* [Work to complete]:
Pick out the lines below that contain the string "East" and copy them all.

━━ Record excerpts ━━

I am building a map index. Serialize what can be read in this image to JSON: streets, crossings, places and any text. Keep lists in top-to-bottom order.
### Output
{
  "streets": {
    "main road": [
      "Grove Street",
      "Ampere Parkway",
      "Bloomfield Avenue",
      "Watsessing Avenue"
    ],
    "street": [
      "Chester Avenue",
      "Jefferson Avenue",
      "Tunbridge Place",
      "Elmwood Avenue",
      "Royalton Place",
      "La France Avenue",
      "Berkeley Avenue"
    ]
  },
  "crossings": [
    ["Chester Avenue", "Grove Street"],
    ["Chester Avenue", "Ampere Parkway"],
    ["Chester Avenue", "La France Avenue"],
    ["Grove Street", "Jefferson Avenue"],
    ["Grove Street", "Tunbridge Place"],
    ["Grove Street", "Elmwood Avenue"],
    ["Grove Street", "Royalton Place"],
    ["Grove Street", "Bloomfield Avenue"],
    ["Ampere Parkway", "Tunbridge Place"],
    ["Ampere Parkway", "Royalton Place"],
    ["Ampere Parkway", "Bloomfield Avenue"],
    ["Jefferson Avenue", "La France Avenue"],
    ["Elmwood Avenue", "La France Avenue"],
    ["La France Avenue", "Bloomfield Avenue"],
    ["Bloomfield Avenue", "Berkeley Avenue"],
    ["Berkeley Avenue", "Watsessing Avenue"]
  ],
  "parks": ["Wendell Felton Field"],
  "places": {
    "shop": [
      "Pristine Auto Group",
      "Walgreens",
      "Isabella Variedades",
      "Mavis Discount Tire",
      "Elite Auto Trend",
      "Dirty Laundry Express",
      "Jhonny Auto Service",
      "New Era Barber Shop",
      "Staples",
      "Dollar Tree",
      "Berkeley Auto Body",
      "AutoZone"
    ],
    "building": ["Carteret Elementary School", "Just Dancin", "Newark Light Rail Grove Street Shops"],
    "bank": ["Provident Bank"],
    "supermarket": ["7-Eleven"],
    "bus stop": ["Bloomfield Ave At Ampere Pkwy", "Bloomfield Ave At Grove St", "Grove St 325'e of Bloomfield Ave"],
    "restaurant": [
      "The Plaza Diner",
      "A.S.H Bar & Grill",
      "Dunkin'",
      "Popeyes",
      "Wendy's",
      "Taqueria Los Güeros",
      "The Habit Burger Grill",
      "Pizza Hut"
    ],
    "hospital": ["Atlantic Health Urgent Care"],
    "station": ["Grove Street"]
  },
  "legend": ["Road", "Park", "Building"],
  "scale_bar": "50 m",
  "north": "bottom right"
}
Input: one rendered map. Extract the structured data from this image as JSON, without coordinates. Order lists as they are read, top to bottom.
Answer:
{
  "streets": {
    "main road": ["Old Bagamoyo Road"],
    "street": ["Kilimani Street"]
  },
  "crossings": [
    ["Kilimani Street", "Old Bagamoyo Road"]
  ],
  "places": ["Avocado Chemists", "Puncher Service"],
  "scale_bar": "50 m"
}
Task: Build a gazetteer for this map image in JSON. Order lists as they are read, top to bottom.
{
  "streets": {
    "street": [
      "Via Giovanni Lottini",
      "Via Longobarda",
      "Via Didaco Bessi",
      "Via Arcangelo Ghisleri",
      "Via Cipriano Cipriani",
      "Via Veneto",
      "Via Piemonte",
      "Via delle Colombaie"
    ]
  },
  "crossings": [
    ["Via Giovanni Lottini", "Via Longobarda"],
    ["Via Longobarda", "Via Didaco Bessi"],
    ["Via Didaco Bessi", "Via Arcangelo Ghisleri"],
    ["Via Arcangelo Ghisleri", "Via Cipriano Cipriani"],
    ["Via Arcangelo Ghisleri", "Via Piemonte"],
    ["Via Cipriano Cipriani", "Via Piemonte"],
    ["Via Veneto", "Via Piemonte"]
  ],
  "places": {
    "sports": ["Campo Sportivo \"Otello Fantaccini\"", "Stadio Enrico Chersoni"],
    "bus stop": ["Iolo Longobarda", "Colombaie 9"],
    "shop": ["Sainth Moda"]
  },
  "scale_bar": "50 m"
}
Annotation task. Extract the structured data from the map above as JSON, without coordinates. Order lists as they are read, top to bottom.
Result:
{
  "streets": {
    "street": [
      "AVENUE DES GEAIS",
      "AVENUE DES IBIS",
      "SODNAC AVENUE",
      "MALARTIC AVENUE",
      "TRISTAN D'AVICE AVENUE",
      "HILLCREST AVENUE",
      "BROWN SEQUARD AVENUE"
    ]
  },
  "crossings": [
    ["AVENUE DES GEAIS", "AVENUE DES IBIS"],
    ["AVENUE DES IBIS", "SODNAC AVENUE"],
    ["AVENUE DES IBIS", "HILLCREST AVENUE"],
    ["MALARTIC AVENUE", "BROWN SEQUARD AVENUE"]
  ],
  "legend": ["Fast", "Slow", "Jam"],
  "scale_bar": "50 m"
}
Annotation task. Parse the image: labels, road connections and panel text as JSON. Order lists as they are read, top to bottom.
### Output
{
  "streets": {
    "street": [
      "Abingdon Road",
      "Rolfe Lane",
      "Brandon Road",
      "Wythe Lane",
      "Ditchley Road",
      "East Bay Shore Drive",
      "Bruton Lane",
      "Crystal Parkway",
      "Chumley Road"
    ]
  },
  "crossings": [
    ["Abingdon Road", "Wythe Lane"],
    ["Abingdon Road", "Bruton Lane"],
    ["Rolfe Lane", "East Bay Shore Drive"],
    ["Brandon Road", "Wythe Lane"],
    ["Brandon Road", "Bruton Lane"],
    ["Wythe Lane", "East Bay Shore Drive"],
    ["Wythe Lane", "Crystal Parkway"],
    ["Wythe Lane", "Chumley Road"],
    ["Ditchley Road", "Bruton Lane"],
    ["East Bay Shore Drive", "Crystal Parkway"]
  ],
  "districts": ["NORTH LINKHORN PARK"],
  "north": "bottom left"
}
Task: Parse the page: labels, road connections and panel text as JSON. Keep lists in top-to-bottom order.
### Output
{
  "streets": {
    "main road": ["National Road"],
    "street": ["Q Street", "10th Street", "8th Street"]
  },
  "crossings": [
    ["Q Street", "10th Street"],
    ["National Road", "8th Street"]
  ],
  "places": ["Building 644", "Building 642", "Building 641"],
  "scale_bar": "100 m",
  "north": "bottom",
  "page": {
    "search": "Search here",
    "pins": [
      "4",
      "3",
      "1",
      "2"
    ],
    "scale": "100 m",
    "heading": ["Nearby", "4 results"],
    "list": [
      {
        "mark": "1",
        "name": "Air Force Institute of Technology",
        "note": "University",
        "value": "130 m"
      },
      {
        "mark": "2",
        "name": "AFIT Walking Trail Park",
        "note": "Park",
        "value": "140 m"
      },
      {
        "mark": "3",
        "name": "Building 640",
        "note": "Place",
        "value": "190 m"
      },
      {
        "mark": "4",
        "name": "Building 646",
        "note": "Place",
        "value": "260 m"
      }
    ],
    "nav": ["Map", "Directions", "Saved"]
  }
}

━━━

* [Task solution]:
      "East Bay Shore Drive",
    ["Rolfe Lane", "East Bay Shore Drive"],
    ["Wythe Lane", "East Bay Shore Drive"],
    ["East Bay Shore Drive", "Crystal Parkway"]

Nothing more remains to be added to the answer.